Inverse Complex-to-Real FFT allocates GPU memory
navdeeprana opened this issue · comments
Navdeep Rana commented
Describe the bug
Inverse Complex-to-Real FFT allocates GPU memory, whereas inverse Complex-to-Complex FFT does not.
To reproduce
The Minimal Working Example (MWE) for this bug:
using AbstractFFTs, CUDA, LinearAlgebra
CUDA.allowscalar(false)
u = CuArray(rand(512,512))
uk = rfft(u)
pfor = plan_rfft(u)
pinv = plan_irfft(uk, 512)
mul!(u, pinv, uk)
println("Complex-to-Real")
CUDA.@time mul!(u, pinv, uk);
u = CuArray(rand(ComplexF64,512,512))
uk = fft(u)
pfor = plan_fft(u)
pinv = plan_ifft(uk)
mul!(u, pinv, uk)
println("Complex-to-Complex")
CUDA.@time mul!(u, pinv, uk);
Complex-to-Real
0.000091 seconds (20 CPU allocations: 800 bytes) (1 GPU allocation: 2.008 MiB, 13.43% memmgmt time)
Complex-to-Complex
0.000168 seconds (132 CPU allocations: 11.141 KiB)
Manifest.toml
CUDA v5.1.2
GPUCompiler v0.25.0
LLVM v6.4.2
Expected behavior
No allocations?
Version info
Details on Julia:
Julia Version 1.10.0
Commit 3120989f39b (2023-12-25 18:01 UTC)
Build Info:
Official https://julialang.org/ release
Platform Info:
OS: Linux (x86_64-linux-gnu)
CPU: 48 × Intel(R) Xeon(R) Platinum 8268 CPU @ 2.90GHz
WORD_SIZE: 64
LIBM: libopenlibm
LLVM: libLLVM-15.0.7 (ORCJIT, cascadelake)
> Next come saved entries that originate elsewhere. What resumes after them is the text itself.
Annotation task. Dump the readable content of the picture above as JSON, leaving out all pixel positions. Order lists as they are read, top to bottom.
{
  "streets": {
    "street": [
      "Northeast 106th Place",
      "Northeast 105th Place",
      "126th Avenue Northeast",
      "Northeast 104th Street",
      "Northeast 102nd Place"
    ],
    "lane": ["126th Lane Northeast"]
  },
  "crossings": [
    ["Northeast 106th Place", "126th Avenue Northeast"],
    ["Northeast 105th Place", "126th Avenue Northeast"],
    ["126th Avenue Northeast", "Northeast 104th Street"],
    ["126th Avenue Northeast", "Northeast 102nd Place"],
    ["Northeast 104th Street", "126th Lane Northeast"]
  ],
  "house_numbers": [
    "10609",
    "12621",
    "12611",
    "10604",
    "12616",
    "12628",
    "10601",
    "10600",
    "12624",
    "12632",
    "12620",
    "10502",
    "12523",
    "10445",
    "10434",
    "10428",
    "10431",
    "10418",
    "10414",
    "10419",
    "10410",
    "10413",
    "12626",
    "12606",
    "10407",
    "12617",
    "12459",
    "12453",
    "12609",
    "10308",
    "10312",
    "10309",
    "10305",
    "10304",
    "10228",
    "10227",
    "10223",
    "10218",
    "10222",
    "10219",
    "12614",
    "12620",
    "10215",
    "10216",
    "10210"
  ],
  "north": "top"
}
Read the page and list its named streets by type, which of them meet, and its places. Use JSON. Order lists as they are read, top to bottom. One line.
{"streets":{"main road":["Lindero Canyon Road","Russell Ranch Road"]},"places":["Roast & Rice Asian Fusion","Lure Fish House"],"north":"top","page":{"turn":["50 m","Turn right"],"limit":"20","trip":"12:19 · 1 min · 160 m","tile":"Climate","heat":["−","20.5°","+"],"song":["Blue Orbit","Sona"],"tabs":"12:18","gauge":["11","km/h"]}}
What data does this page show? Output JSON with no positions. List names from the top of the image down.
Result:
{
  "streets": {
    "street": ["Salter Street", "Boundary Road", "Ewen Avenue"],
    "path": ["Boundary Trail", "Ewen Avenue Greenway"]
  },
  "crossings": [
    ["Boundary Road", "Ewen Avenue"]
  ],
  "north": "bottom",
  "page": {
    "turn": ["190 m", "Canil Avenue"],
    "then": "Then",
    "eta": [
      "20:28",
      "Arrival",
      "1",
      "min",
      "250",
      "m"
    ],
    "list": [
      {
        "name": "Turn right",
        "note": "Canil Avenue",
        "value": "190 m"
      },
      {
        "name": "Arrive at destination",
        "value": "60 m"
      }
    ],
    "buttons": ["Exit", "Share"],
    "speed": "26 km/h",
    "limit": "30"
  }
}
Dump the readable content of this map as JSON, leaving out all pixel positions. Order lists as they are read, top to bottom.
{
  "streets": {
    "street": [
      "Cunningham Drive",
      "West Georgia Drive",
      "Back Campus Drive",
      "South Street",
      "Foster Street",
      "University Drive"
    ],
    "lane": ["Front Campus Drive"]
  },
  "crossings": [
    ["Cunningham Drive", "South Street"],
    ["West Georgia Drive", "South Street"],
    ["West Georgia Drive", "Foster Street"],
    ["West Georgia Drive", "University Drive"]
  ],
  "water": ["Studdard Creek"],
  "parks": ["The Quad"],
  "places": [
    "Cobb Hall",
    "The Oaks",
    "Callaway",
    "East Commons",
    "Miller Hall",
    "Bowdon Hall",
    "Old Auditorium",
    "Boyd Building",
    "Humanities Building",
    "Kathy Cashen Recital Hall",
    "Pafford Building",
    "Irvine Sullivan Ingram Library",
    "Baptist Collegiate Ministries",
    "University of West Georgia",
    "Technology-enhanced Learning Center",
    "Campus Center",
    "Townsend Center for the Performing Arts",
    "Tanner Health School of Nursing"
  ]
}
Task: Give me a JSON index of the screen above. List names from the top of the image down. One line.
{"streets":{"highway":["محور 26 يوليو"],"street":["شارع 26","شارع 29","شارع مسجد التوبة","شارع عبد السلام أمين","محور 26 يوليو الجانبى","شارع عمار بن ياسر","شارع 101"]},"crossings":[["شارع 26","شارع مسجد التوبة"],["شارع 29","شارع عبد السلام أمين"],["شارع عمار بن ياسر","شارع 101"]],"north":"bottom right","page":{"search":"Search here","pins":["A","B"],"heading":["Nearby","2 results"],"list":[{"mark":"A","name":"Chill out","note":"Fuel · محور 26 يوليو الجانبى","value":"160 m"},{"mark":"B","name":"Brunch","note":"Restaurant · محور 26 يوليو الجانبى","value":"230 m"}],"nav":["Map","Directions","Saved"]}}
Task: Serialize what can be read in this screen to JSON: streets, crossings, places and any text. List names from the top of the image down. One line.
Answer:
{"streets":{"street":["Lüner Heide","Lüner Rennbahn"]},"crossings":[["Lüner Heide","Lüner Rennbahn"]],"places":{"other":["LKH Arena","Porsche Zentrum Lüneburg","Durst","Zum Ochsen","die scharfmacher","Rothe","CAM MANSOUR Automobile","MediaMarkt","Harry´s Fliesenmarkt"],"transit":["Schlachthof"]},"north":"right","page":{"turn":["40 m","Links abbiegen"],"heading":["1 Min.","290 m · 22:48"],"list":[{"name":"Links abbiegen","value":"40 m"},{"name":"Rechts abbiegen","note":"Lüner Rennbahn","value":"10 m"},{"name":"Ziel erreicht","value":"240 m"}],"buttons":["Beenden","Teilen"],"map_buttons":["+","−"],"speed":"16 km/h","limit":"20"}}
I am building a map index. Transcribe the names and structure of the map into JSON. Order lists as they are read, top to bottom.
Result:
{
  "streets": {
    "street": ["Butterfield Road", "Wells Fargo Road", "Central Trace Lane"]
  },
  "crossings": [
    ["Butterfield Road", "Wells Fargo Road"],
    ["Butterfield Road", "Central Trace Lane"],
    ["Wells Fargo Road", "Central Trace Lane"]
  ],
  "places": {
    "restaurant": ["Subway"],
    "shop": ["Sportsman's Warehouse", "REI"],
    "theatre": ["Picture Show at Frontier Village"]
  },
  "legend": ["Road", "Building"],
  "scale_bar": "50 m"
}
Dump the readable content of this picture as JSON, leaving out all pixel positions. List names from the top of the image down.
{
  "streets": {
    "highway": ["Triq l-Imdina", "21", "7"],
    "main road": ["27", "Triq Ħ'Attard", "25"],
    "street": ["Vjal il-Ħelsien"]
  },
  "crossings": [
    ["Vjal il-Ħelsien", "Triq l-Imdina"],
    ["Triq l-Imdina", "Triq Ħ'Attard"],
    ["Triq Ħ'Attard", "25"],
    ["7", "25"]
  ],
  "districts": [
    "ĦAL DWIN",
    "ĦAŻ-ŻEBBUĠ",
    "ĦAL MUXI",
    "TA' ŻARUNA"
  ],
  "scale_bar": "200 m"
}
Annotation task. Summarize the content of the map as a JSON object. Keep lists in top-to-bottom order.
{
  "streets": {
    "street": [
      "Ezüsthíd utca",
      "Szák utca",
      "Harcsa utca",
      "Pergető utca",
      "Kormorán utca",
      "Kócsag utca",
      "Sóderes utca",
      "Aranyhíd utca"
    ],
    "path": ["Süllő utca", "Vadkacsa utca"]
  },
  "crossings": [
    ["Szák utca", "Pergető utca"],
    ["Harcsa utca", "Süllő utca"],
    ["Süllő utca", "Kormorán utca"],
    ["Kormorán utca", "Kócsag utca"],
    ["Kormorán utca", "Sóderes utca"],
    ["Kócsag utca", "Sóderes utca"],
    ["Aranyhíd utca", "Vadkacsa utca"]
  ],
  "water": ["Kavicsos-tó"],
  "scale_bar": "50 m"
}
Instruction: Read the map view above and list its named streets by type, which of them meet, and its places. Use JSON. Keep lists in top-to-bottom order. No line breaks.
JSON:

Threads: 2 on 48 virtual cores
Environment:
JULIA_DEPOT_PATH = /data.lmp/nrana/.julia
JULIA_NUM_THREADS = 1
Details on CUDA:
CUDA runtime 12.3, artifact installation
CUDA driver 12.3
NVIDIA driver 510.108.3, originally for CUDA 11.6
CUDA libraries:
- CUBLAS: 12.3.4
- CURAND: 10.3.4
- CUFFT: 11.0.12
- CUSOLVER: 11.5.4
- CUSPARSE: 12.2.0
- CUPTI: 21.0.0
- NVML: 11.0.0+510.108.3
Julia packages:
- CUDA: 5.1.2
- CUDA_Driver_jll: 0.7.0+1
- CUDA_Runtime_jll: 0.10.1+0
Toolchain:
- Julia: 1.10.0
- LLVM: 15.0.7
4 devices:
0: NVIDIA A100-PCIE-40GB (sm_80, 37.391 GiB / 40.000 GiB available)
1: NVIDIA A100-PCIE-40GB (sm_80, 39.406 GiB / 40.000 GiB available)
2: NVIDIA A100-PCIE-40GB (sm_80, 39.406 GiB / 40.000 GiB available)
3: NVIDIA A100-PCIE-40GB (sm_80, 38.363 GiB / 40.000 GiB available)
Additional context
Add any other context about the problem here.
Tim Besard commented
Known and expected; this is a bug in CUFFT, and NVIDIA has updated the documentation to indicate that these operations are expected to mutate inputs, so we need to take a copy of them.